• Work task
Set down every entry once more, character for character.

• Exercise material
• • • • • • •
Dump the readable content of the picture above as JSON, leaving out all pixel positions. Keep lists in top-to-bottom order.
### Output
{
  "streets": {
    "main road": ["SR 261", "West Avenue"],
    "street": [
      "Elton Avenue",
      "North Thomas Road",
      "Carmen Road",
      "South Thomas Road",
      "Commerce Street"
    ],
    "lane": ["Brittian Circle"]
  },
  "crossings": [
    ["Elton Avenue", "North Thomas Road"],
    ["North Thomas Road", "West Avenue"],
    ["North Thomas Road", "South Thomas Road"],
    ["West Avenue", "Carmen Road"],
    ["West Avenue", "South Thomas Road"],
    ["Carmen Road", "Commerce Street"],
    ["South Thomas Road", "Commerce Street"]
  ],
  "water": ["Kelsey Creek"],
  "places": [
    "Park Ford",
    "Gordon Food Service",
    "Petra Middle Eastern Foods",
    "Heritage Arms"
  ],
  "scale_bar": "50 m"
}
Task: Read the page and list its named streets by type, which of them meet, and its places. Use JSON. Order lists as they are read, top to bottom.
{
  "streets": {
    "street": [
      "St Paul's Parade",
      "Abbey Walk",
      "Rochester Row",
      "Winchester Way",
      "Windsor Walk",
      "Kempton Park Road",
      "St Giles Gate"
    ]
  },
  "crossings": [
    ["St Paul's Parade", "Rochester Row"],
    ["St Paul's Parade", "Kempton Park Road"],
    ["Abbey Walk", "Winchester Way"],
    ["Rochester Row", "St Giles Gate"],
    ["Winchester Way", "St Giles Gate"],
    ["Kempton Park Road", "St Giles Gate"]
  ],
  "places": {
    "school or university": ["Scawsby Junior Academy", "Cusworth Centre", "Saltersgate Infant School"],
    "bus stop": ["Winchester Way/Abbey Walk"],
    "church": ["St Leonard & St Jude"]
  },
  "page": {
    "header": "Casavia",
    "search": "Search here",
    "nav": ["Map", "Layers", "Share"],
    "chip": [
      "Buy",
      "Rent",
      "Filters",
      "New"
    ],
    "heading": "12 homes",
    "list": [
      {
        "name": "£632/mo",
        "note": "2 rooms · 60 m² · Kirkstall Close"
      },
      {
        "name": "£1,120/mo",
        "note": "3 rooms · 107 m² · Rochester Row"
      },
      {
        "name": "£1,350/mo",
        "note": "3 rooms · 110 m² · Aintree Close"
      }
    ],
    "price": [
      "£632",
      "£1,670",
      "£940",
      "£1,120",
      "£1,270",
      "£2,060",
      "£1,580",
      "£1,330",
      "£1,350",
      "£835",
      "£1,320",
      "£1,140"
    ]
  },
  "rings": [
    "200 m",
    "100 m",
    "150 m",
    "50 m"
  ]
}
• • • • • • •
• Output
Dump the readable content of the picture above as JSON, leaving out all pixel positions. Keep lists in top-to-bottom order.
### Output
{
  "streets": {
    "main road": ["SR 261", "West Avenue"],
    "street": [
      "Elton Avenue",
      "North Thomas Road",
      "Carmen Road",
      "South Thomas Road",
      "Commerce Street"
    ],
    "lane": ["Brittian Circle"]
  },
  "crossings": [
    ["Elton Avenue", "North Thomas Road"],
    ["North Thomas Road", "West Avenue"],
    ["North Thomas Road", "South Thomas Road"],
    ["West Avenue", "Carmen Road"],
    ["West Avenue", "South Thomas Road"],
    ["Carmen Road", "Commerce Street"],
    ["South Thomas Road", "Commerce Street"]
  ],
  "water": ["Kelsey Creek"],
  "places": [
    "Park Ford",
    "Gordon Food Service",
    "Petra Middle Eastern Foods",
    "Heritage Arms"
  ],
  "scale_bar": "50 m"
}
Task: Read the page and list its named streets by type, which of them meet, and its places. Use JSON. Order lists as they are read, top to bottom.
{
  "streets": {
    "street": [
      "St Paul's Parade",
      "Abbey Walk",
      "Rochester Row",
      "Winchester Way",
      "Windsor Walk",
      "Kempton Park Road",
      "St Giles Gate"
    ]
  },
  "crossings": [
    ["St Paul's Parade", "Rochester Row"],
    ["St Paul's Parade", "Kempton Park Road"],
    ["Abbey Walk", "Winchester Way"],
    ["Rochester Row", "St Giles Gate"],
    ["Winchester Way", "St Giles Gate"],
    ["Kempton Park Road", "St Giles Gate"]
  ],
  "places": {
    "school or university": ["Scawsby Junior Academy", "Cusworth Centre", "Saltersgate Infant School"],
    "bus stop": ["Winchester Way/Abbey Walk"],
    "church": ["St Leonard & St Jude"]
  },
  "page": {
    "header": "Casavia",
    "search": "Search here",
    "nav": ["Map", "Layers", "Share"],
    "chip": [
      "Buy",
      "Rent",
      "Filters",
      "New"
    ],
    "heading": "12 homes",
    "list": [
      {
        "name": "£632/mo",
        "note": "2 rooms · 60 m² · Kirkstall Close"
      },
      {
        "name": "£1,120/mo",
        "note": "3 rooms · 107 m² · Rochester Row"
      },
      {
        "name": "£1,350/mo",
        "note": "3 rooms · 110 m² · Aintree Close"
      }
    ],
    "price": [
      "£632",
      "£1,670",
      "£940",
      "£1,120",
      "£1,270",
      "£2,060",
      "£1,580",
      "£1,330",
      "£1,350",
      "£835",
      "£1,320",
      "£1,140"
    ]
  },
  "rings": [
    "200 m",
    "100 m",
    "150 m",
    "50 m"
  ]
}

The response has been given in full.